We follow Maier et al. (2023) to account for the second-order effects of non-fossil ¹⁴CO₂ fluxes and assume that (a) the ¹⁴CO₂ signature of photosynthetic fluxes equals the mean of the updraft and downdraft flasks, (b) respiration fluxes are enriched by 25±12 ‰ compared to the mean atmospheric signature in the respective summer (July–September), and (c) that the CO₂ concentration difference between updraft and downdraft flasks resulting from respiration and biofuels can be roughly accounted for with 5±5 ppm as an upper limit. Table A1 shows the assumptions and values for ${\mathrm{\Delta }}_{\mathrm{photo}}^{\mathrm{14}}$, ${\mathrm{\Delta }}_{\mathrm{nf}}^{\mathrm{14}}$, and Δc_nf used for the Zurich, Paris, and Munich measurements. Details and an analysis of the corresponding uncertainties can be found in Kunz et al. (2025a).
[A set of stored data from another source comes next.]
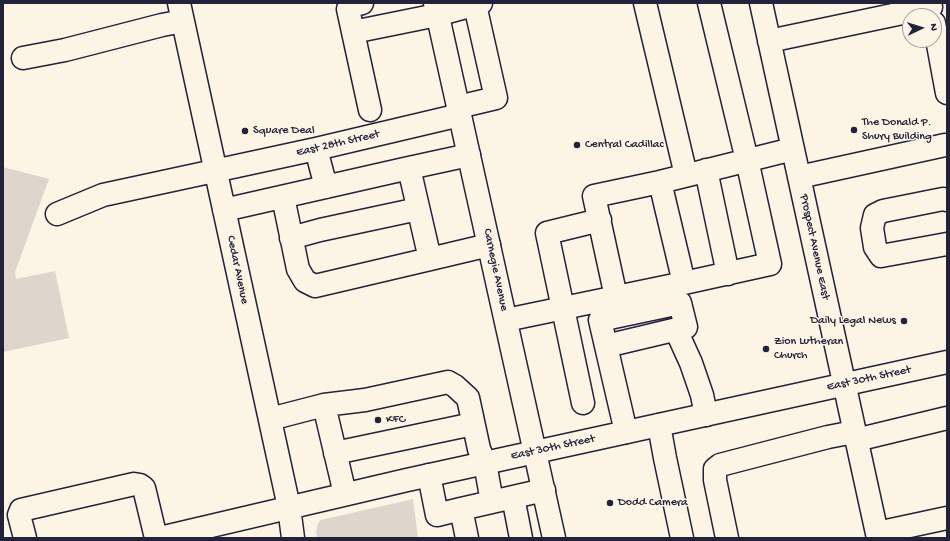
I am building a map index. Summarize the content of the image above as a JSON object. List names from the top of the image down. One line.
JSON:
{"streets":{"main road":["East 28th Street","Prospect Avenue East","Cedar Avenue","Carnegie Avenue","East 30th Street"]},"crossings":[["East 28th Street","Cedar Avenue"],["East 28th Street","Carnegie Avenue"],["Prospect Avenue East","East 30th Street"],["Cedar Avenue","East 30th Street"],["Carnegie Avenue","East 30th Street"]],"places":["The Donald P. Shury Building","Square Deal","Central Cadillac","Daily Legal News","Zion Lutheran Church","KFC","Dodd Camera"],"north":"right"}
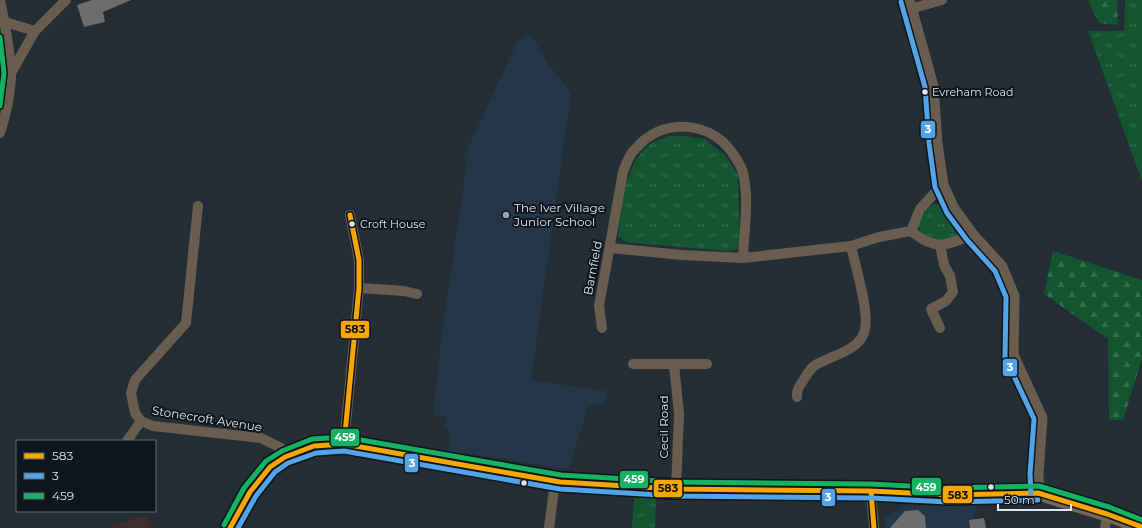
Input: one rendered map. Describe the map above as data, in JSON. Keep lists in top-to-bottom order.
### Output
{
  "streets": {
    "street": ["Barnfield", "Stonecroft Avenue", "Cecil Road"]
  },
  "places": ["Evreham Road", "The Iver Village Junior School", "Croft House"],
  "lines": ["transit line 3", "transit line 459", "transit line 583"],
  "legend": ["583", "3", "459"],
  "scale_bar": "50 m"
}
Table A1 Variables used to estimate $c_{\mathrm{ff}}^{\uparrow }-c_{\mathrm{ff}}^{\downarrow }=\mathrm{\Delta }$ffCO₂. ${\mathrm{\Delta }}_i^{\mathrm{14}}$ denote the Δ¹⁴C values of fossil fuels (ff), photosynthetic (photo) and non-fossil emissions (nf) CO₂, and flask measurements (meas). $\stackrel{\mathrm{‾}}{{\mathrm{\Delta }}_{\mathrm{meas}}^{\mathrm{14}}}=\mathrm{0.5}\cdot ({{\mathrm{\Delta }}_{\mathrm{meas}}^{\mathrm{14}}}^{\uparrow }+{{\mathrm{\Delta }}_{\mathrm{meas}}^{\mathrm{14}}}^{\downarrow })$ denotes the mean of the updraft and downdraft samples, which is different for each REA sampling. The atmospheric signature during CO₂ uptake of the biosphere $\stackrel{\mathrm{‾}}{{\mathrm{\Delta }}_{\mathrm{atmo}}}$ is estimated by the mean ${\mathrm{\Delta }}_{\mathrm{meas}}^{\mathrm{14}}$ value in summer (July to September 2022/2023/2024 in the case of the Zurich/Paris/Munich campaign). Also given are the specific values derived for the measurement campaigns in each city.
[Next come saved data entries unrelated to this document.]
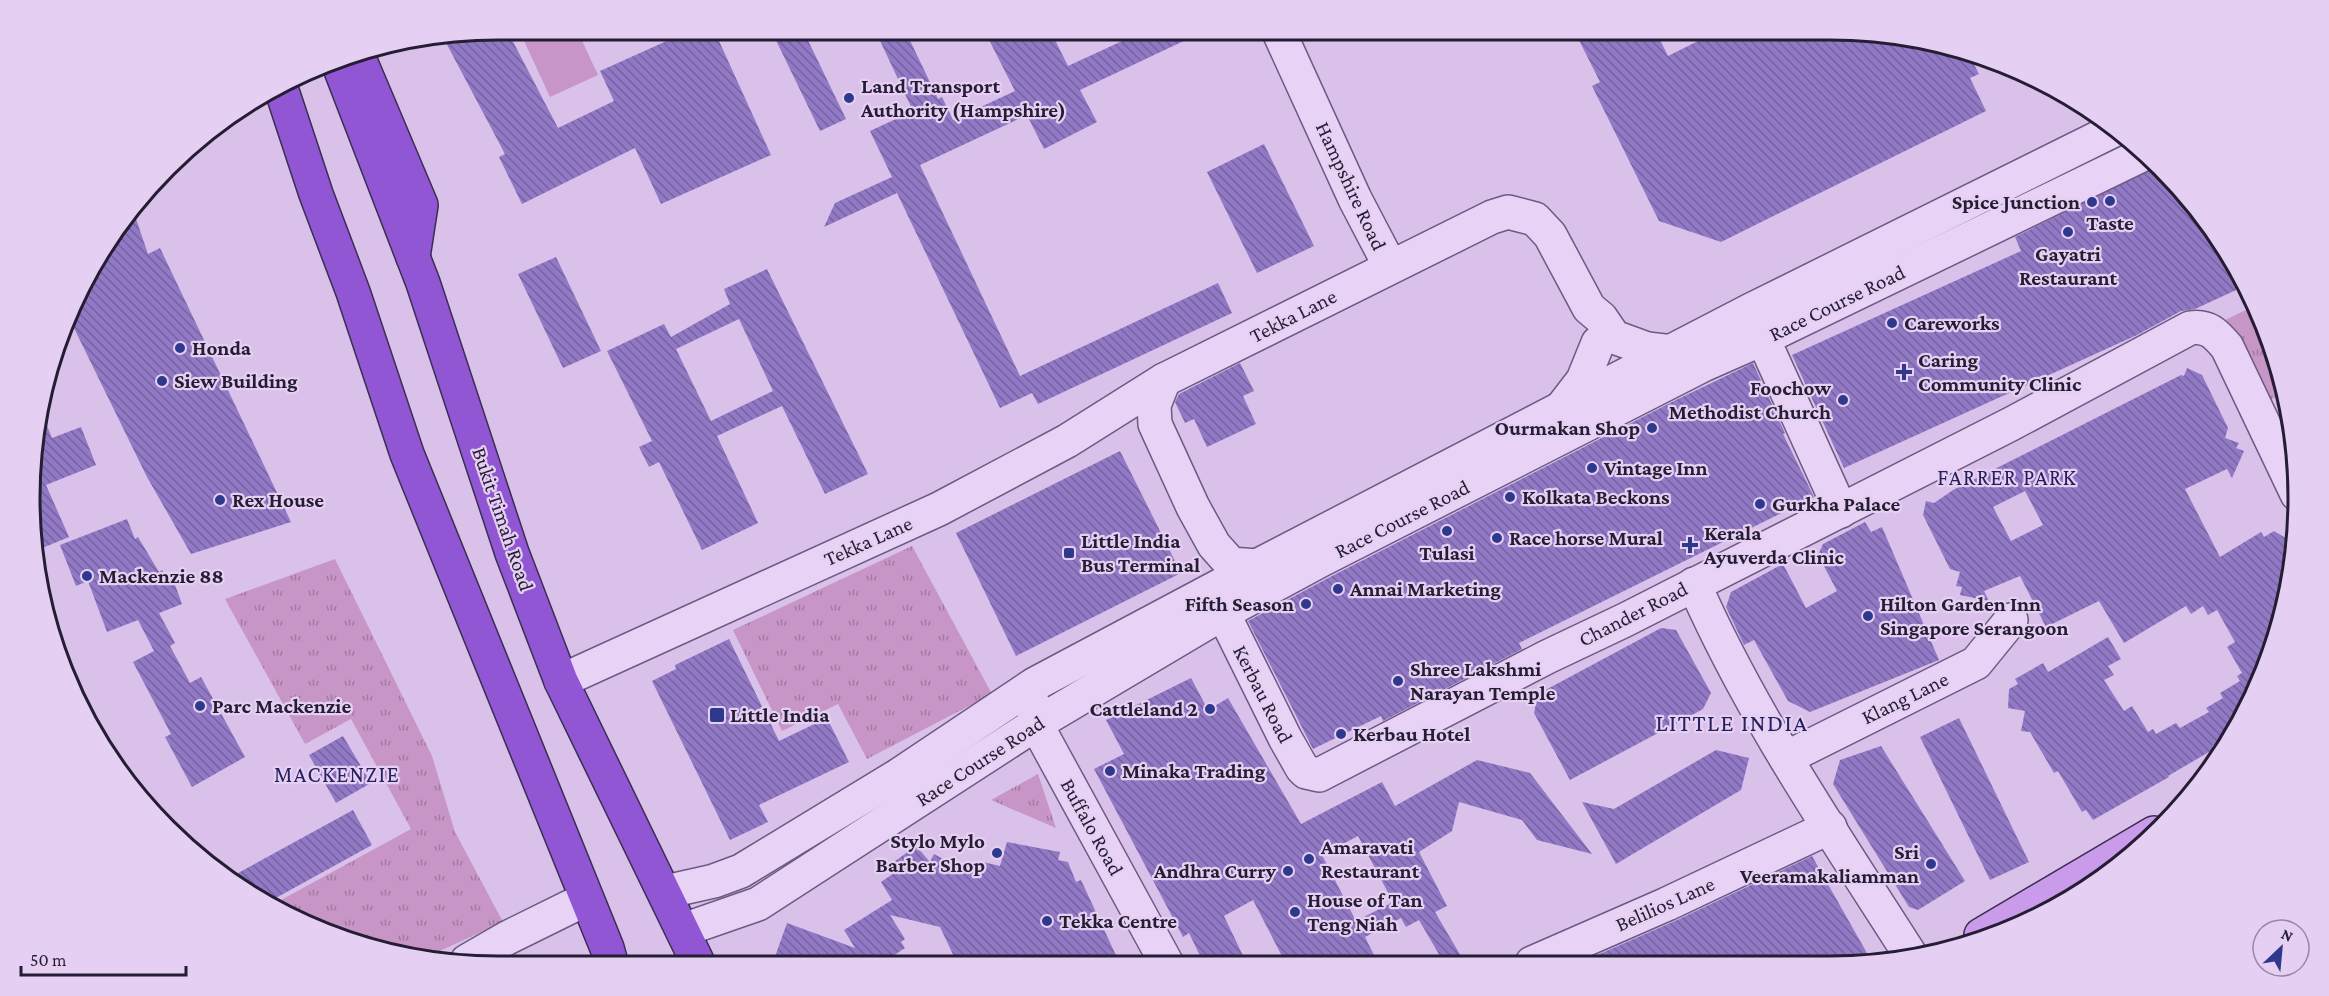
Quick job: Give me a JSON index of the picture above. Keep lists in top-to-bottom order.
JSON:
{
  "streets": {
    "highway": ["Bukit Timah Road"],
    "street": [
      "Hampshire Road",
      "Race Course Road",
      "Tekka Lane",
      "Chander Road",
      "Kerbau Road",
      "Klang Lane",
      "Buffalo Road",
      "Belilios Lane"
    ]
  },
  "crossings": [
    ["Hampshire Road", "Tekka Lane"],
    ["Race Course Road", "Bukit Timah Road"],
    ["Race Course Road", "Kerbau Road"],
    ["Race Course Road", "Buffalo Road"],
    ["Tekka Lane", "Bukit Timah Road"],
    ["Chander Road", "Kerbau Road"]
  ],
  "districts": ["FARRER PARK", "LITTLE INDIA", "MACKENZIE"],
  "places": {
    "other": [
      "Land Transport Authority (Hampshire)",
      "Taste",
      "Spice Junction",
      "Gayatri Restaurant",
      "Careworks",
      "Honda",
      "Siew Building",
      "Foochow Methodist Church",
      "Ourmakan Shop",
      "Vintage Inn",
      "Kolkata Beckons",
      "Rex House",
      "Gurkha Palace",
      "Tulasi",
      "Race horse Mural",
      "Mackenzie 88",
      "Annai Marketing",
      "Fifth Season",
      "Hilton Garden Inn Singapore Serangoon",
      "Shree Lakshmi Narayan Temple",
      "Parc Mackenzie",
      "Cattleland 2",
      "Kerbau Hotel",
      "Minaka Trading",
      "Stylo Mylo Barber Shop",
      "Amaravati Restaurant",
      "Sri Veeramakaliamman",
      "Andhra Curry",
      "House of Tan Teng Niah",
      "Tekka Centre"
    ],
    "health": ["Caring Community Clinic", "Kerala Ayuverda Clinic"],
    "transit": ["Little India Bus Terminal", "Little India"]
  },
  "scale_bar": "50 m",
  "north": "top right"
}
Figure A1 Comparison of concentration enhancements of the Zurich REA samples with respect to MHD (a) without corrections and (b) with corrections for nuclear contamination and ¹⁴C-enriched respiration in the ffCO₂ estimation. R² is the coefficient of determination of the orthogonal regression, N the number of samples considered.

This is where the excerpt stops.